The data:
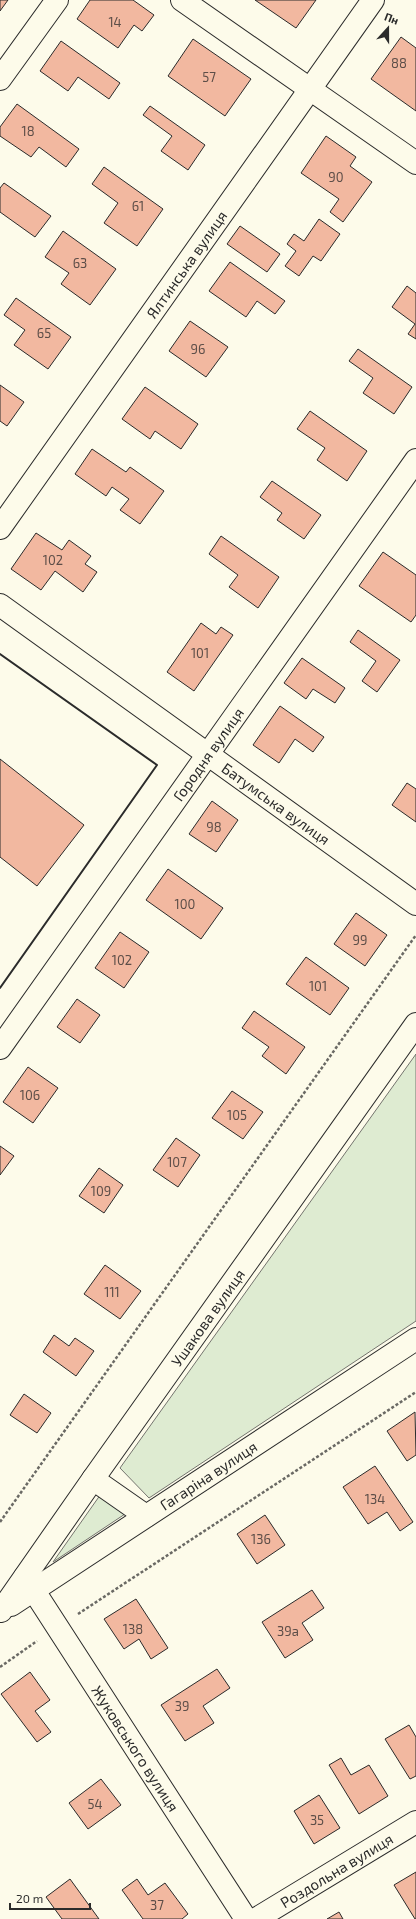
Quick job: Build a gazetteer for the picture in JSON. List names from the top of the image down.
{
  "streets": {
    "street": [
      "Ялтинська вулиця",
      "Городня вулиця",
      "Батумська вулиця",
      "Ушакова вулиця",
      "Гагаріна вулиця",
      "Жуковського вулиця",
      "Роздольна вулиця"
    ]
  },
  "crossings": [
    ["Городня вулиця", "Батумська вулиця"],
    ["Ушакова вулиця", "Гагаріна вулиця"],
    ["Ушакова вулиця", "Жуковського вулиця"],
    ["Гагаріна вулиця", "Жуковського вулиця"]
  ],
  "house_numbers": [
    "14",
    "88",
    "57",
    "18",
    "90",
    "61",
    "63",
    "65",
    "96",
    "102",
    "101",
    "98",
    "100",
    "99",
    "102",
    "101",
    "106",
    "105",
    "107",
    "109",
    "111",
    "134",
    "136",
    "138",
    "39а",
    "39",
    "54",
    "35",
    "37"
  ],
  "scale_bar": "20 m",
  "north": "top"
}
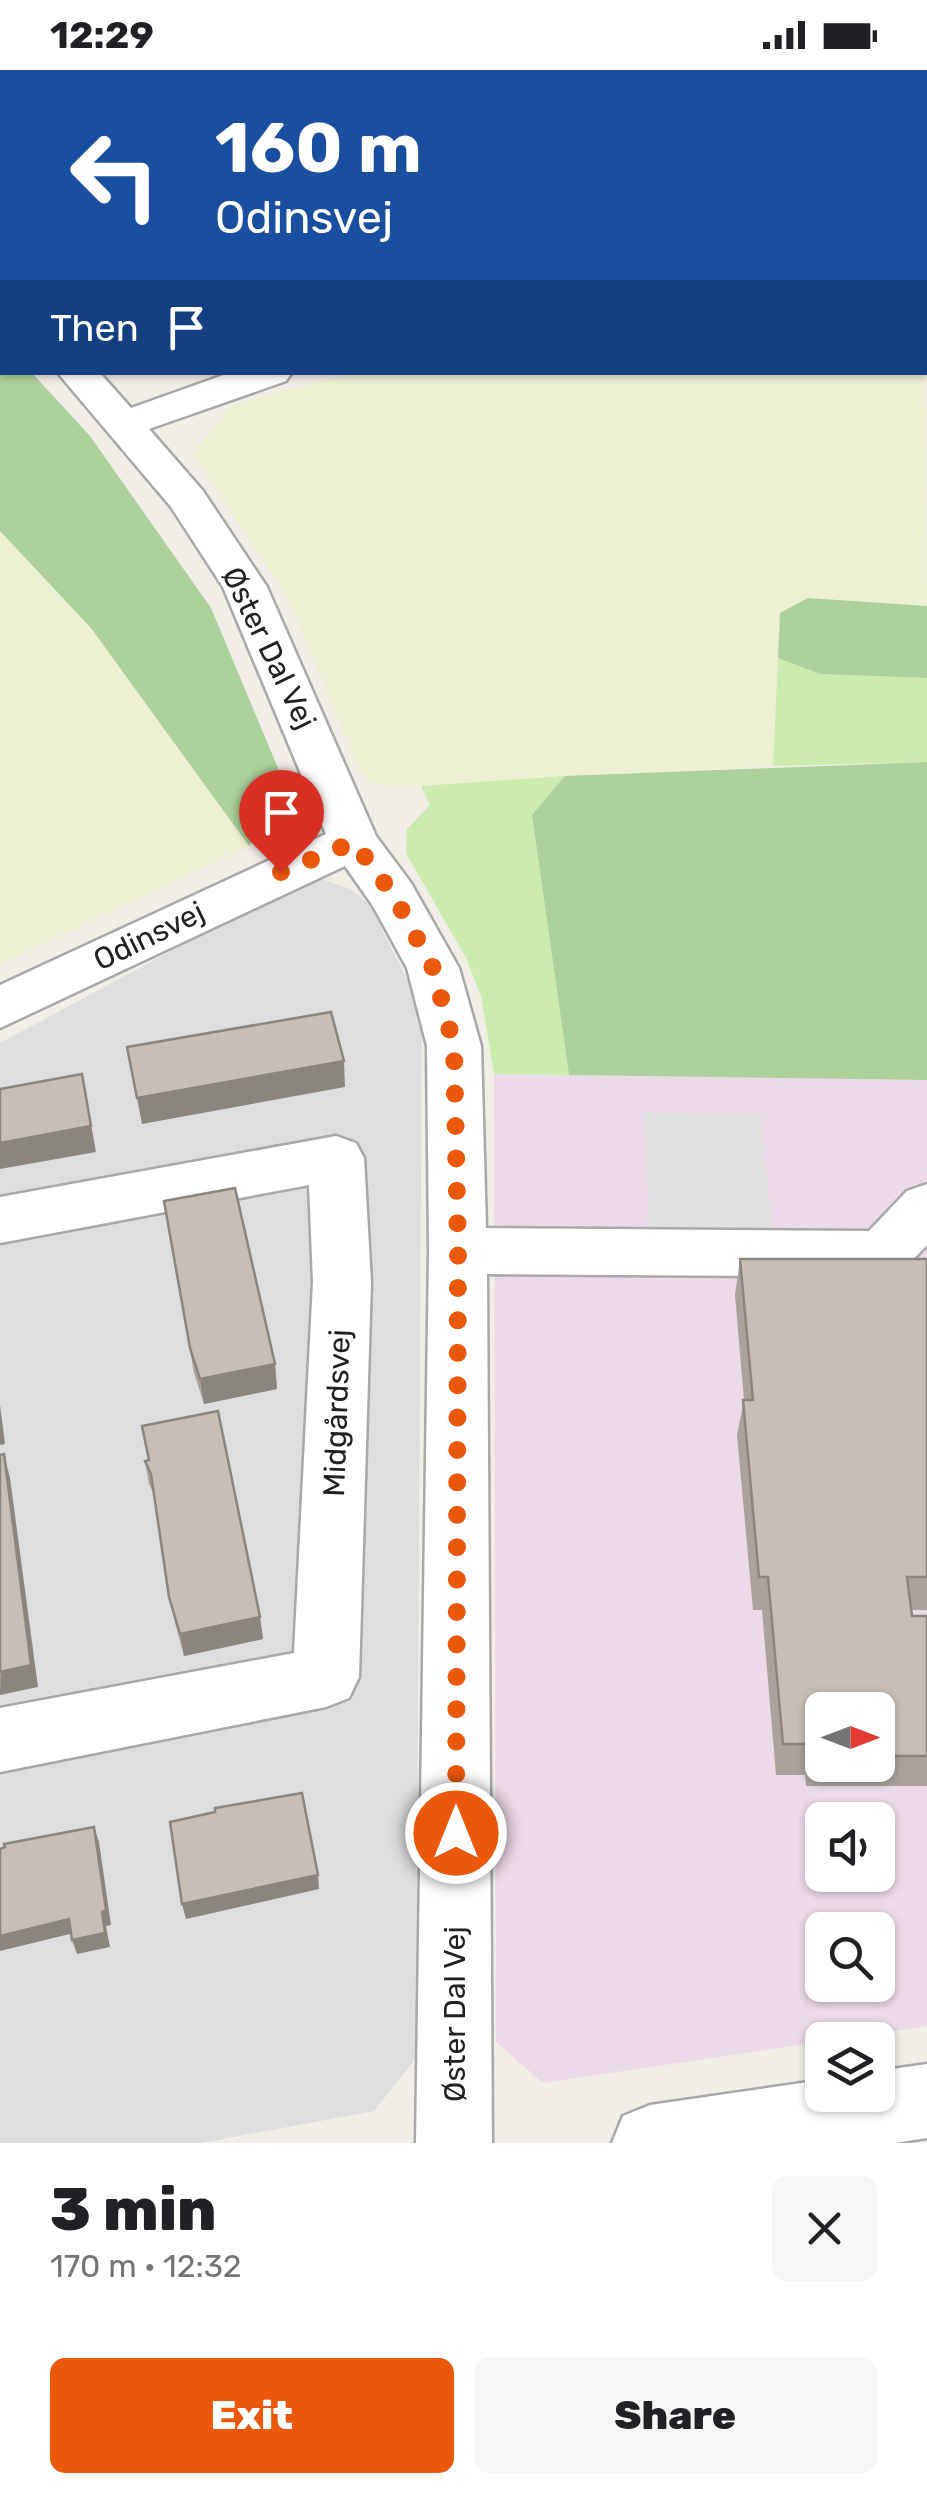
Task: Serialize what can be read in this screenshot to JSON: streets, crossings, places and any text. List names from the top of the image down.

Problem details:
Output the data exactly as it appears. The pictures do not belong in it.

Written answer:
Quick job: Build a gazetteer for the picture in JSON. List names from the top of the image down.
{
  "streets": {
    "street": [
      "Ялтинська вулиця",
      "Городня вулиця",
      "Батумська вулиця",
      "Ушакова вулиця",
      "Гагаріна вулиця",
      "Жуковського вулиця",
      "Роздольна вулиця"
    ]
  },
  "crossings": [
    ["Городня вулиця", "Батумська вулиця"],
    ["Ушакова вулиця", "Гагаріна вулиця"],
    ["Ушакова вулиця", "Жуковського вулиця"],
    ["Гагаріна вулиця", "Жуковського вулиця"]
  ],
  "house_numbers": [
    "14",
    "88",
    "57",
    "18",
    "90",
    "61",
    "63",
    "65",
    "96",
    "102",
    "101",
    "98",
    "100",
    "99",
    "102",
    "101",
    "106",
    "105",
    "107",
    "109",
    "111",
    "134",
    "136",
    "138",
    "39а",
    "39",
    "54",
    "35",
    "37"
  ],
  "scale_bar": "20 m",
  "north": "top"
}
Task: Serialize what can be read in this screenshot to JSON: streets, crossings, places and any text. List names from the top of the image down.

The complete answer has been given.